A instituição considera que os incêndios no campo de refugiados de Moria, na Grécia, foram uma consequência “inteiramente previsível e evitável de uma política de asilo e migração da UE que coloca a integridade das fronteiras acima das vidas humanas, e favorece o populismo em detrimento da dignidade e da humanidade. Esperamos melhor da Europa e dos seus líderes. É hora de mudar o rumo”, afirmou Rudelmar Bueno de Faria, secretário-geral da ACT Alliance, a maior coligação de igrejas ortodoxas e protestantes do mundo, e uma das signatárias do documento.
A propósito do incidente de Moria e da crise de refugiados na Europa, também o arcebispo Ieronymos, de Atenas, disse em entrevista ao CMI, esta segunda-feira, que considera as políticas europeias “repressivas”.

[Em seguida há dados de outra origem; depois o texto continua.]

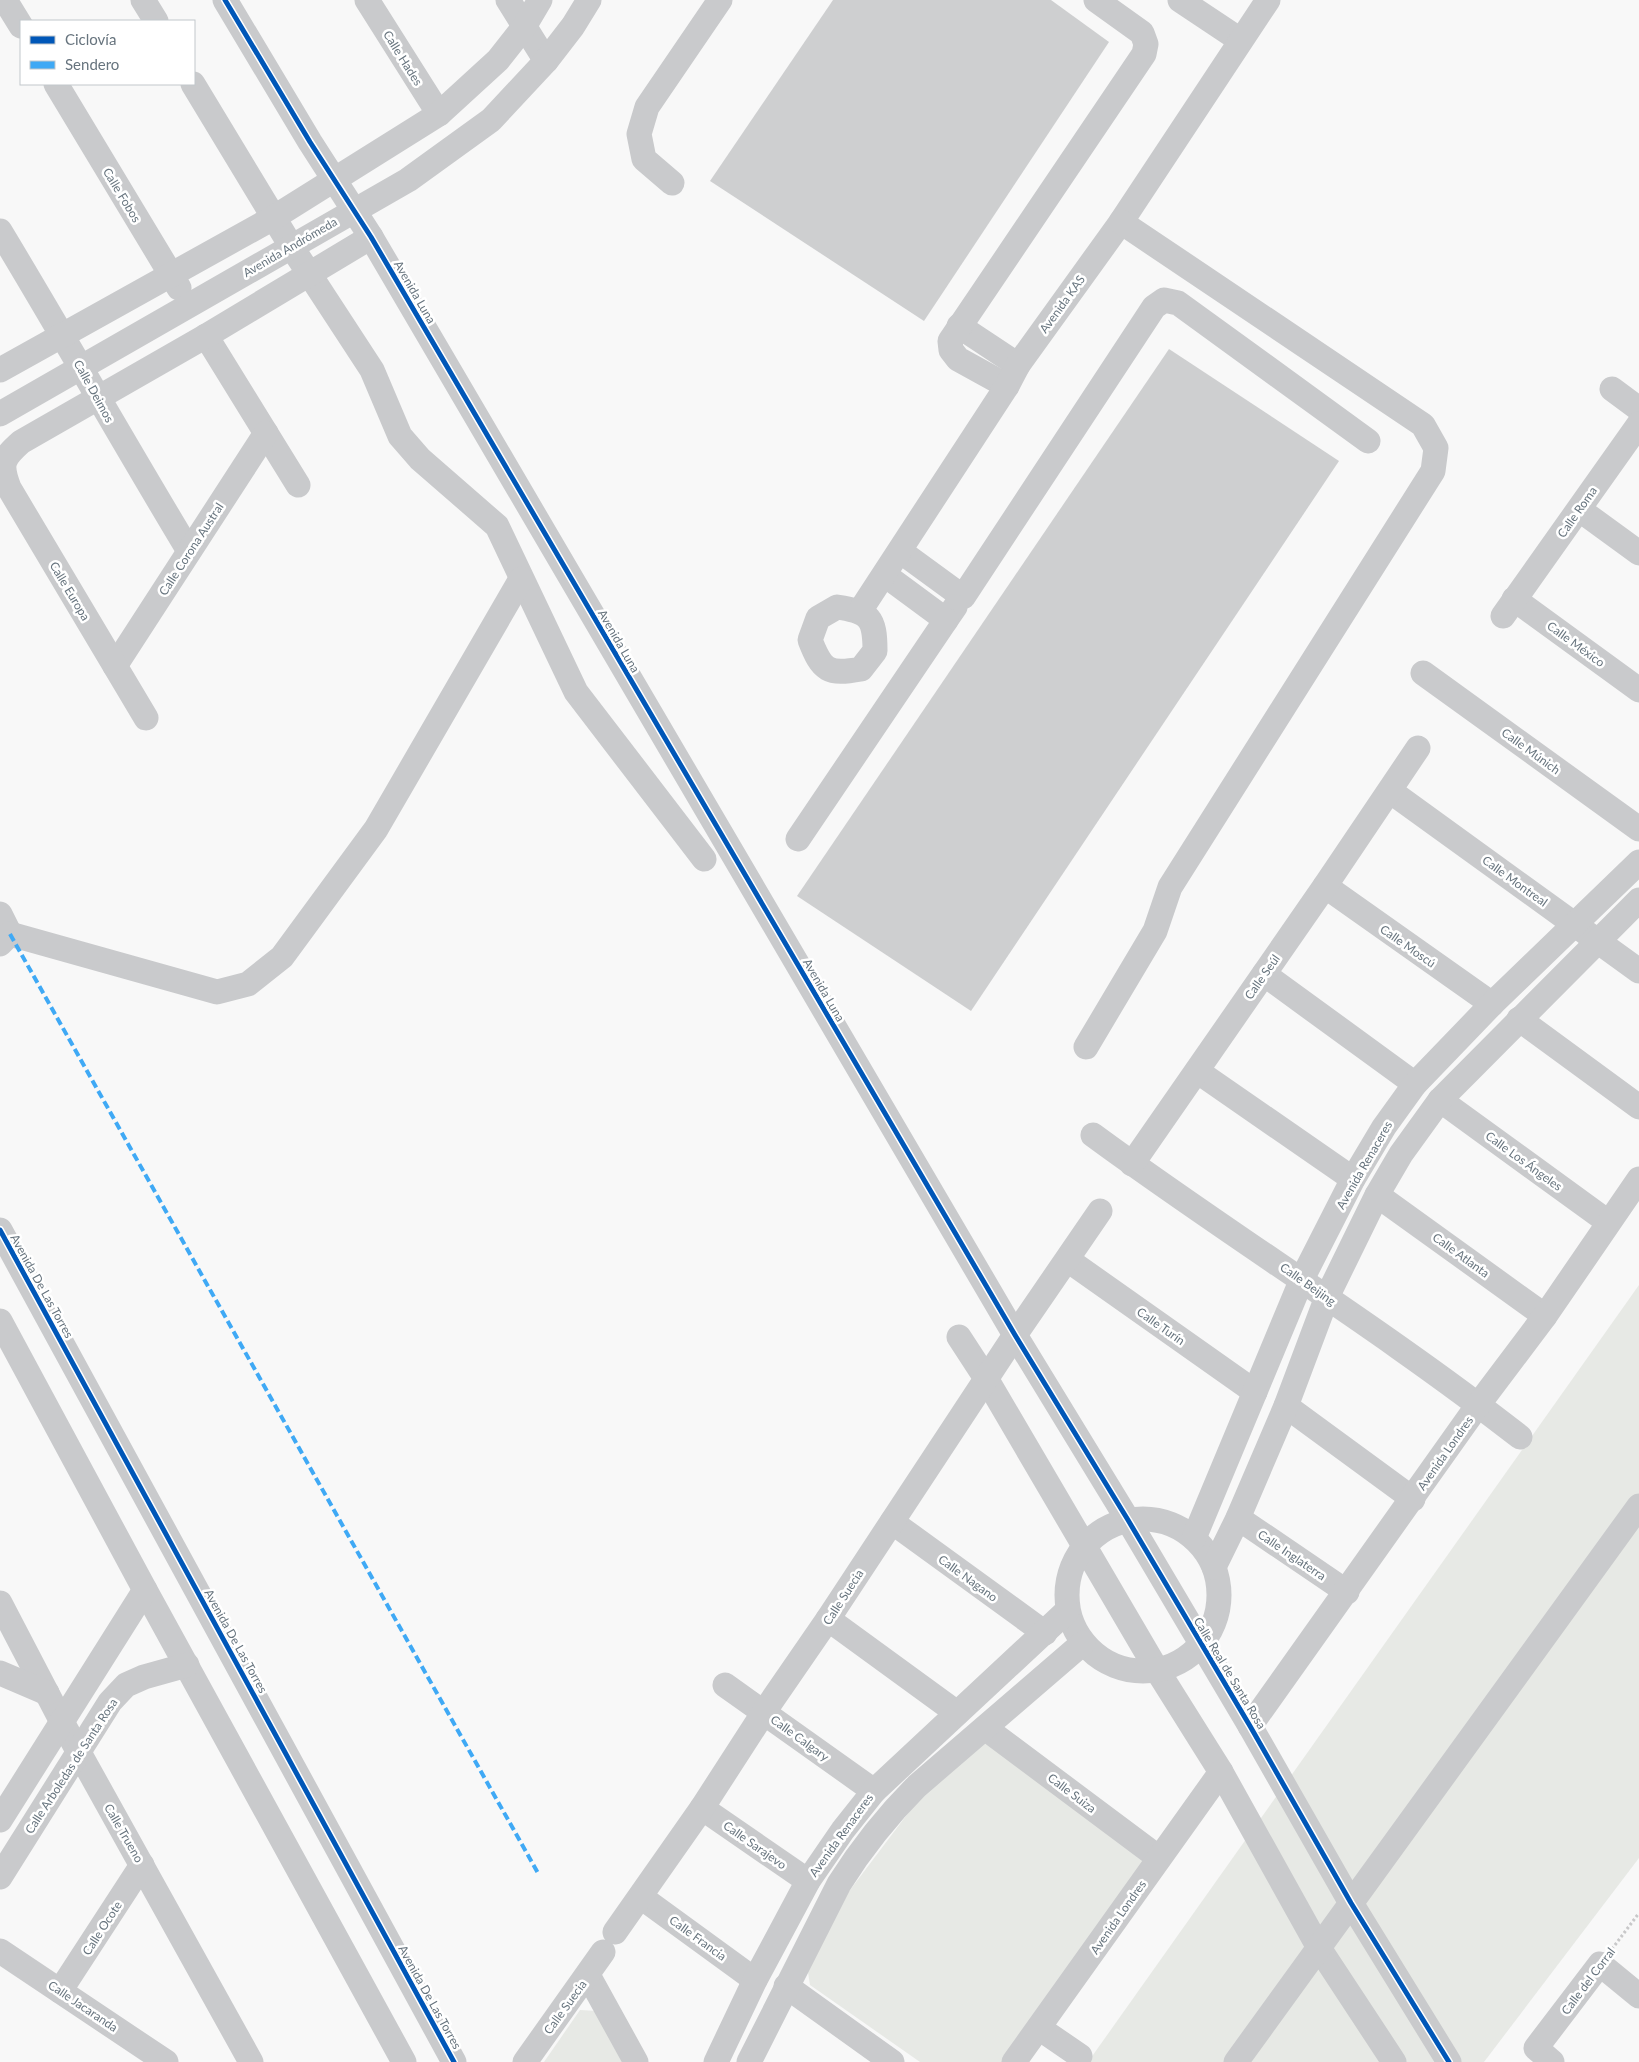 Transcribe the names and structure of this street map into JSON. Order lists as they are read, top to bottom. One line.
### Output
{"streets":{"street":["Calle Hades","Calle Fobos","Avenida Andrómeda","Avenida Luna","Avenida KAS","Calle Deimos","Calle Roma","Calle Corona Austral","Calle Europa","Calle México","Calle Múnich","Calle Montreal","Calle Moscú","Calle Seúl","Calle Los Ángeles","Avenida Renaceres","Calle Atlanta","Calle Beijing","Avenida De Las Torres","Calle Turín","Avenida Londres","Calle Inglaterra","Calle Nagano","Calle Suecia","Calle Real de Santa Rosa","Calle Calgary","Calle Arboledas de Santa Rosa","Calle Suiza","Calle Trueno","Calle Sarajevo","Calle Ocote","Calle Francia","Calle del Corral","Calle Jacaranda"]},"crossings":[["Calle Fobos","Avenida Andrómeda"],["Avenida Andrómeda","Avenida Luna"],["Avenida Andrómeda","Calle Deimos"],["Avenida Luna","Calle Real de Santa Rosa"],["Calle Deimos","Calle Corona Austral"],["Calle Deimos","Calle Europa"],["Calle Roma","Calle México"],["Calle Corona Austral","Calle Europa"],["Calle Montreal","Calle Seúl"],["Calle Montreal","Avenida Renaceres"],["Calle Moscú","Calle Seúl"],["Calle Moscú","Avenida Renaceres"],["Calle Seúl","Calle Beijing"],["Calle Los Ángeles","Avenida Renaceres"],["Calle Los Ángeles","Avenida Londres"],["Avenida Renaceres","Calle Atlanta"],["Avenida Renaceres","Calle Beijing"],["Avenida Renaceres","Calle Turín"],["Avenida Renaceres","Calle Inglaterra"],["Avenida Renaceres","Calle Nagano"],["Avenida Renaceres","Calle Calgary"],["Avenida Renaceres","Calle Suiza"],["Avenida Renaceres","Calle Sarajevo"],["Avenida Renaceres","Calle Francia"],["Calle Atlanta","Avenida Londres"],["Calle Beijing","Avenida Londres"],["Calle Turín","Calle Suecia"],["Avenida Londres","Calle Inglaterra"],["Avenida Londres","Calle Real de Santa Rosa"],["Avenida Londres","Calle Suiza"],["Calle Nagano","Calle Suecia"],["Calle Suecia","Calle Real de Santa Rosa"],["Calle Suecia","Calle Calgary"],["Calle Suecia","Calle Sarajevo"],["Calle Suecia","Calle Francia"],["Calle Arboledas de Santa Rosa","Calle Trueno"],["Calle Trueno","Calle Ocote"],["Calle Ocote","Calle Jacaranda"]],"legend":["Ciclovía","Sendero"]}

Na opinião do líder da Igreja Ortodoxa Grega, esta crise recentemente agravada pelos incêndios no maior campo de refugiados da Europa “é na verdade uma crise de valores e princípios”. O “princípio essencial da UE” de “solidariedade” deve ser a força motriz na gestão da migração e acolhimento de refugiados, defendeu Ieronymus.
“Devemos aceitar a nossa obrigação de acolher e proteger os nossos irmãos e irmãs sofredores”, sublinhou o arcebispo, anunciando que a Igreja Ortodoxa Grega está neste momento a preparar a abertura de quatro casas de acolhimento para menores desacompanhados, que irão somar-se às cinco já existentes. “É mais do que tempo de nos empenharmos na promoção da integração social dos refugiados de uma forma que seja justa para eles e benéfica para a sociedade de acolhimento”, concluiu, para que “a presença do outro seja considerada uma vantagem e não uma ameaça”.